Background: A fundamental aspect of epidemiological studies concerns the estimation of factor-outcome associations to identify risk factors, prognostic factors and potential causal factors. Because reliable estimates for these associations are important, there is a growing interest in methods for combining the results from multiple studies in individual participant data meta-analyses (IPD-MA). When there is substantial heterogeneity across studies, various random-effects meta-analysis models are possible that employ a one-stage or two-stage method. These are generally thought to produce similar results, but empirical comparisons are few.
Objective: We describe and compare several one- and two-stage random-effects IPD-MA methods for estimating factor-outcome associations from multiple risk-factor or predictor finding studies with a binary outcome. One-stage methods use the IPD of each study and meta-analyse using the exact binomial distribution, whereas two-stage methods reduce evidence to the aggregated level (e.g. odds ratios) and then meta-analyse assuming approximate normality. We compare the methods in an empirical dataset for unadjusted and adjusted risk-factor estimates.

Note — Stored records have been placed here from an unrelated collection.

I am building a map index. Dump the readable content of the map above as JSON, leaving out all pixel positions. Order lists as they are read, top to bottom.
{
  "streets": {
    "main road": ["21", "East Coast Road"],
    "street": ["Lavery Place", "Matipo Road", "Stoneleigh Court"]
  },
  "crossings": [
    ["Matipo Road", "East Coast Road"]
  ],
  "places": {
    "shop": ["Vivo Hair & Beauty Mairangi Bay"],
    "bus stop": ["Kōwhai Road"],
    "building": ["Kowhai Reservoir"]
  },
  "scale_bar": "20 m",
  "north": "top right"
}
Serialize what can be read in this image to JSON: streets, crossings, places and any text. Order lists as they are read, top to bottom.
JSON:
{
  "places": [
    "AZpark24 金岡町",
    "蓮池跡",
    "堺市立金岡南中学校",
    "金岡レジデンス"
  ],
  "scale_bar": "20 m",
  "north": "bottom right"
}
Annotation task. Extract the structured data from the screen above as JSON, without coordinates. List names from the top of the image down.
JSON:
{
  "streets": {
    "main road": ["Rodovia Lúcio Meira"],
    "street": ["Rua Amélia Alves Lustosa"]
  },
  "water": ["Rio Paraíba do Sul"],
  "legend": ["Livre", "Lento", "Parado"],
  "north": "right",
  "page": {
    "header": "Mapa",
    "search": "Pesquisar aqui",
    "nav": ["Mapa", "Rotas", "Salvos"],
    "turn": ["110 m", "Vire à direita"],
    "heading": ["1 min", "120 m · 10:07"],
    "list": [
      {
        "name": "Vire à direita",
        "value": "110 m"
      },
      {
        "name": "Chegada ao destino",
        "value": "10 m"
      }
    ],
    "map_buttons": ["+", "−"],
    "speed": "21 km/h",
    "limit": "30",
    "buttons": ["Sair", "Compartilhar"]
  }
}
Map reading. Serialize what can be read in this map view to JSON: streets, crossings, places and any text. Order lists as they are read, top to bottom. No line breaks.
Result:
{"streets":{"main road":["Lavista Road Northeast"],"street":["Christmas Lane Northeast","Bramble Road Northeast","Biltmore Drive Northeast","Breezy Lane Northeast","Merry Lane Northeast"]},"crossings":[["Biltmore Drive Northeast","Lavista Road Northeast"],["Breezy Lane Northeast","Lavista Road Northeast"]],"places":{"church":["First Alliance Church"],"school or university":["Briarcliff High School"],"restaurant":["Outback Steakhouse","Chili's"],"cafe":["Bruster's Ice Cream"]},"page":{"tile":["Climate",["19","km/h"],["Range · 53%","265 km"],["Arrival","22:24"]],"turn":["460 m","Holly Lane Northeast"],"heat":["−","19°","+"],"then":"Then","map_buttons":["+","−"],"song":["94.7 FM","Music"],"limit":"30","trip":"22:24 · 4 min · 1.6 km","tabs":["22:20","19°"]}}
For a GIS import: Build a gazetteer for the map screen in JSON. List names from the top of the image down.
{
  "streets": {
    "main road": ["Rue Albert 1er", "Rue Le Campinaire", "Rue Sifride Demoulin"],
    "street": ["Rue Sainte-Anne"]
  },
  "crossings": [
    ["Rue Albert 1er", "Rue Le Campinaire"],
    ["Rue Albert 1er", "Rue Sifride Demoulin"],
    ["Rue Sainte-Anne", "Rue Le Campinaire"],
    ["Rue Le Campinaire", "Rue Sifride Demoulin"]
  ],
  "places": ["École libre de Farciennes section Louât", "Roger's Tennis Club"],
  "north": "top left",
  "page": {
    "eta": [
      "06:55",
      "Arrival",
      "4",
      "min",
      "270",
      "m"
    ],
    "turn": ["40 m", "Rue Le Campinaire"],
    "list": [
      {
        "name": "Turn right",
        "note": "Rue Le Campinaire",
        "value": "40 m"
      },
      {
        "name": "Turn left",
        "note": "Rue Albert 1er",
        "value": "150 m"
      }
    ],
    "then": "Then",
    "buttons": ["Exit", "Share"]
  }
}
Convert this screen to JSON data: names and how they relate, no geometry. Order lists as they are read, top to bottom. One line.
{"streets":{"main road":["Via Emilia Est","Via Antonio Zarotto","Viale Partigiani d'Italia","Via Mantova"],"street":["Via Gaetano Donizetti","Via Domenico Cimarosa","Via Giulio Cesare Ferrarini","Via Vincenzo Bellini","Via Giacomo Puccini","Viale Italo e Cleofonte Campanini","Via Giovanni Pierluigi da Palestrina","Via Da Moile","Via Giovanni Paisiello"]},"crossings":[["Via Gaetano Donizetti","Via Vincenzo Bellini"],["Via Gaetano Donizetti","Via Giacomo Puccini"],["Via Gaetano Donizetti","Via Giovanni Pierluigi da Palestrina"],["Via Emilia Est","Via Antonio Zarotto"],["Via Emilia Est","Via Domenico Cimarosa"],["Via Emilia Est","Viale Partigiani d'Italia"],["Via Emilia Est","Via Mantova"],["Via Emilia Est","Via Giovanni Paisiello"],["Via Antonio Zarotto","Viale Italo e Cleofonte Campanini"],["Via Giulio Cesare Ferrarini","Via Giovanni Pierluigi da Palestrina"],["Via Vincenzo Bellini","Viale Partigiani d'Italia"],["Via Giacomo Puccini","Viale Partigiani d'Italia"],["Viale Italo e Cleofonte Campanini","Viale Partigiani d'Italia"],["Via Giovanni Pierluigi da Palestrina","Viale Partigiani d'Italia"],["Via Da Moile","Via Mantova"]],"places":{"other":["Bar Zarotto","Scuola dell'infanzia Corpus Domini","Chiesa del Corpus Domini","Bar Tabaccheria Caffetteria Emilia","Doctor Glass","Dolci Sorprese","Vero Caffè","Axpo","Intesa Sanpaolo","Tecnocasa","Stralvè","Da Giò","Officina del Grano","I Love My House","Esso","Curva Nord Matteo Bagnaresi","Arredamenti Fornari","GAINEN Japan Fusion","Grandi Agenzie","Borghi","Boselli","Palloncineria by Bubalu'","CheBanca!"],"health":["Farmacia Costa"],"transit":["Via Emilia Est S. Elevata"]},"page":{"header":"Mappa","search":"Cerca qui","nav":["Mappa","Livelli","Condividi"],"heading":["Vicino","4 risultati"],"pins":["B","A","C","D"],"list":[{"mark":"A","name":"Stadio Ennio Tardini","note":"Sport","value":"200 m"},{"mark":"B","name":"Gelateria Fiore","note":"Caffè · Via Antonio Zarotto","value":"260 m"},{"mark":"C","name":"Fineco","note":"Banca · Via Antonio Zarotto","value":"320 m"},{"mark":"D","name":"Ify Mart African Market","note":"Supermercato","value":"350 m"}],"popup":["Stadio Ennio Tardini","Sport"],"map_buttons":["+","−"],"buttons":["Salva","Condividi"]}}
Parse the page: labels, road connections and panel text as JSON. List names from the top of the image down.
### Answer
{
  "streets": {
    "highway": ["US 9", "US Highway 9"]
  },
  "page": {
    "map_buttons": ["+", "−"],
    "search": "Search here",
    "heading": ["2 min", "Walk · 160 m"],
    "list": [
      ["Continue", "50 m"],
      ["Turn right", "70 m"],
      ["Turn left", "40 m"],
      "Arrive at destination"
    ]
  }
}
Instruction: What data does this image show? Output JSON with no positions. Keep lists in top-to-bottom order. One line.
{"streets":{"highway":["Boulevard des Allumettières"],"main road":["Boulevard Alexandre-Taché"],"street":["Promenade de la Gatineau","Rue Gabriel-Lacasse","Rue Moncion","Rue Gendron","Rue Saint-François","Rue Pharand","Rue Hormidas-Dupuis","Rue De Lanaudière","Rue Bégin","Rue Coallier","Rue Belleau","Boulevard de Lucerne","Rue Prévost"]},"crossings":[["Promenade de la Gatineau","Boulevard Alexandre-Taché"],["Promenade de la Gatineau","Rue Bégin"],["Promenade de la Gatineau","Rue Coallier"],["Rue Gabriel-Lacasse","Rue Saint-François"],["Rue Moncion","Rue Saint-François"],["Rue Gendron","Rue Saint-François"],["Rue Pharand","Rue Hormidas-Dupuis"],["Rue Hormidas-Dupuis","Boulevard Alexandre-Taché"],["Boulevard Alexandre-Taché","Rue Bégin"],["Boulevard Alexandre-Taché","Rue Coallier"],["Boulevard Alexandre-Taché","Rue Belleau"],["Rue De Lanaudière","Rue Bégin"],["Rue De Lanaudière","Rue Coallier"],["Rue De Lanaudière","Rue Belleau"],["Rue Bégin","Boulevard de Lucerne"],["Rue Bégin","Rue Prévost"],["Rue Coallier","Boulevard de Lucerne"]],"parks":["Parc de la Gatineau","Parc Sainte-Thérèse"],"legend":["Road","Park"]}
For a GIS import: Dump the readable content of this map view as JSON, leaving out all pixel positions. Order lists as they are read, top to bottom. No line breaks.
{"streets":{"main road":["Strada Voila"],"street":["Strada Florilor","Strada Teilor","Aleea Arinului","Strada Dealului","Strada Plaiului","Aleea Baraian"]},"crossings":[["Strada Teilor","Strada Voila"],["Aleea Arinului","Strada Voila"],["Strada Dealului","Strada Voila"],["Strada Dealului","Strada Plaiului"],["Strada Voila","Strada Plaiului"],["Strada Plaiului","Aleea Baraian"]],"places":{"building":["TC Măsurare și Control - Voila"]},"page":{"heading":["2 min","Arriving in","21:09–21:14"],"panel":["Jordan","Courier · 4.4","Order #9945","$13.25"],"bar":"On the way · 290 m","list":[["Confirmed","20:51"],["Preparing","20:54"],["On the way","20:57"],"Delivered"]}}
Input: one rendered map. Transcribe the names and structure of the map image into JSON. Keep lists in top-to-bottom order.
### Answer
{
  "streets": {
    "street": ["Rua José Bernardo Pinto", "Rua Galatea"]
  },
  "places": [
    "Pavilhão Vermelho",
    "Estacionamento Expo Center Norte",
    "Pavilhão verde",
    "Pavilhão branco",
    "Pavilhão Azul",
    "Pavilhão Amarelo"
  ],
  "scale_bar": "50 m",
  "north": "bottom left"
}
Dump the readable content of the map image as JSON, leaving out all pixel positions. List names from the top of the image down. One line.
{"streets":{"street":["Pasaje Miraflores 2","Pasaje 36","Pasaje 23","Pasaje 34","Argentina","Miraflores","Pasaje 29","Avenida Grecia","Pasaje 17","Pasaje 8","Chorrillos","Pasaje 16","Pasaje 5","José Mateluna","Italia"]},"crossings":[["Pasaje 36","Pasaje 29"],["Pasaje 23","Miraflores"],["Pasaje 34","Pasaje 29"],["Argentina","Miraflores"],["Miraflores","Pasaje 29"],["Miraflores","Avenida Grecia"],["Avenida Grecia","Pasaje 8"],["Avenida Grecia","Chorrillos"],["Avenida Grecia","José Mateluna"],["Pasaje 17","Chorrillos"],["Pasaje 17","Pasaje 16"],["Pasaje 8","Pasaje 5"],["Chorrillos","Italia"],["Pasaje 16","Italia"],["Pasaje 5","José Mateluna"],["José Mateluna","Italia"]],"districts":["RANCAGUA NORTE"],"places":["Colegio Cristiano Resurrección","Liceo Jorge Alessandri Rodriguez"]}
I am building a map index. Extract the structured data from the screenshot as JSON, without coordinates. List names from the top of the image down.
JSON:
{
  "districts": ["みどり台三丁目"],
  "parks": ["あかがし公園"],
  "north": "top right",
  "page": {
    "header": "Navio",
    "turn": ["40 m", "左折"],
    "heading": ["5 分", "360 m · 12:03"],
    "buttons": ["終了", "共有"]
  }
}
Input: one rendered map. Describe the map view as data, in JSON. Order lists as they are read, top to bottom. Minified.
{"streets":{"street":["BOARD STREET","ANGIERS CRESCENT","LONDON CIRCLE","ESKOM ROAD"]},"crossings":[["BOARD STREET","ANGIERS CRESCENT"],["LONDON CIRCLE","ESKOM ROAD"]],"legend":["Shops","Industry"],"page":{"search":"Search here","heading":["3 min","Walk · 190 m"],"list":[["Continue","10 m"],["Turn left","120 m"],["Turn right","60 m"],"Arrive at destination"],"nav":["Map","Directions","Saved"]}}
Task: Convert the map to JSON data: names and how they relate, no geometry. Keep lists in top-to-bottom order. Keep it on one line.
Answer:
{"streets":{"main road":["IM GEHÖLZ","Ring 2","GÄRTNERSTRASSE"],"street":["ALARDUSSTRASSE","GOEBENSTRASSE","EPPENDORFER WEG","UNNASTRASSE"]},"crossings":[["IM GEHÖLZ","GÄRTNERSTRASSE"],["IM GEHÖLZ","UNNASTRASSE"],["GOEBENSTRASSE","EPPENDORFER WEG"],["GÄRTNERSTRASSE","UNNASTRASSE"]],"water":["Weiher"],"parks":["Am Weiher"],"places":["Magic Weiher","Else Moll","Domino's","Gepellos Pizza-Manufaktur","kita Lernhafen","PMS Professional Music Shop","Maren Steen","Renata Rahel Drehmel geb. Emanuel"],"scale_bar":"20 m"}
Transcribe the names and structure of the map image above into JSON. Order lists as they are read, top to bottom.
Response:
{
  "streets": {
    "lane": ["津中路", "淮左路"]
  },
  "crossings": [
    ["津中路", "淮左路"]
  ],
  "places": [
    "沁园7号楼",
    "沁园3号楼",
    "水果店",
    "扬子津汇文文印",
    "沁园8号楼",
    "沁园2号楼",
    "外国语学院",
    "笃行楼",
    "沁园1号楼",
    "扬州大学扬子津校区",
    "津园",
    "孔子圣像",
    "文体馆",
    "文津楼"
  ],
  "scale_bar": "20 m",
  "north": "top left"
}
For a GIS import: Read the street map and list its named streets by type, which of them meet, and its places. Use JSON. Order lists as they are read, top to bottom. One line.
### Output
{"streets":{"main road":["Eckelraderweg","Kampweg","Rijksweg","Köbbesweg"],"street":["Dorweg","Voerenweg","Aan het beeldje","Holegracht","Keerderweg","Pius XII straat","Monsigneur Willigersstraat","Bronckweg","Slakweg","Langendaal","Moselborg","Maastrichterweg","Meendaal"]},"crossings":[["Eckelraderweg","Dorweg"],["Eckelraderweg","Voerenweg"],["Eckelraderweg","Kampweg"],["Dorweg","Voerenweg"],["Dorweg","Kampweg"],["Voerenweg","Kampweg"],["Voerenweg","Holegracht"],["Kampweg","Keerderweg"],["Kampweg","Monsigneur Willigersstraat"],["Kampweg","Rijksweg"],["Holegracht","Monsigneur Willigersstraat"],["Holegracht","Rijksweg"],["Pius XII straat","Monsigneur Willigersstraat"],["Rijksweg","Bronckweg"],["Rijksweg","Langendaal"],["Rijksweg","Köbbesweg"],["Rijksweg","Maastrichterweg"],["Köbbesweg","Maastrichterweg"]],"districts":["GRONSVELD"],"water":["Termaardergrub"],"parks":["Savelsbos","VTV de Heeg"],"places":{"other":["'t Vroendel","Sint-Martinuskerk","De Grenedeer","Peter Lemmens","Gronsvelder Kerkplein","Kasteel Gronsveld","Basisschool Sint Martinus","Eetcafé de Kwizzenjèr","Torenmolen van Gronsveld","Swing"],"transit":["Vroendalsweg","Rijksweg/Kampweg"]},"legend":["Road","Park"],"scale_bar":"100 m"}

Results: Though often similar, on occasion the one-stage and two-stage methods provide different parameter estimates and different conclusions. For example, the effect of erythema and its statistical significance was different for a one-stage (OR = 1.35, p = 0.03) and univariate two-stage (OR = 1.55, p = 0.12). Estimation issues can also arise: two-stage models suffer unstable estimates when zero cell counts occur and one-stage models do not always converge.
Conclusion: When planning an IPD-MA, the choice and implementation (e.g. univariate or multivariate) of a one-stage or two-stage method should be prespecified in the protocol as occasionally they lead to different conclusions about which factors are associated with outcome. Though both approaches can suffer from estimation challenges, we recommend employing the one-stage method, as it uses a more exact statistical approach and accounts for parameter correlation.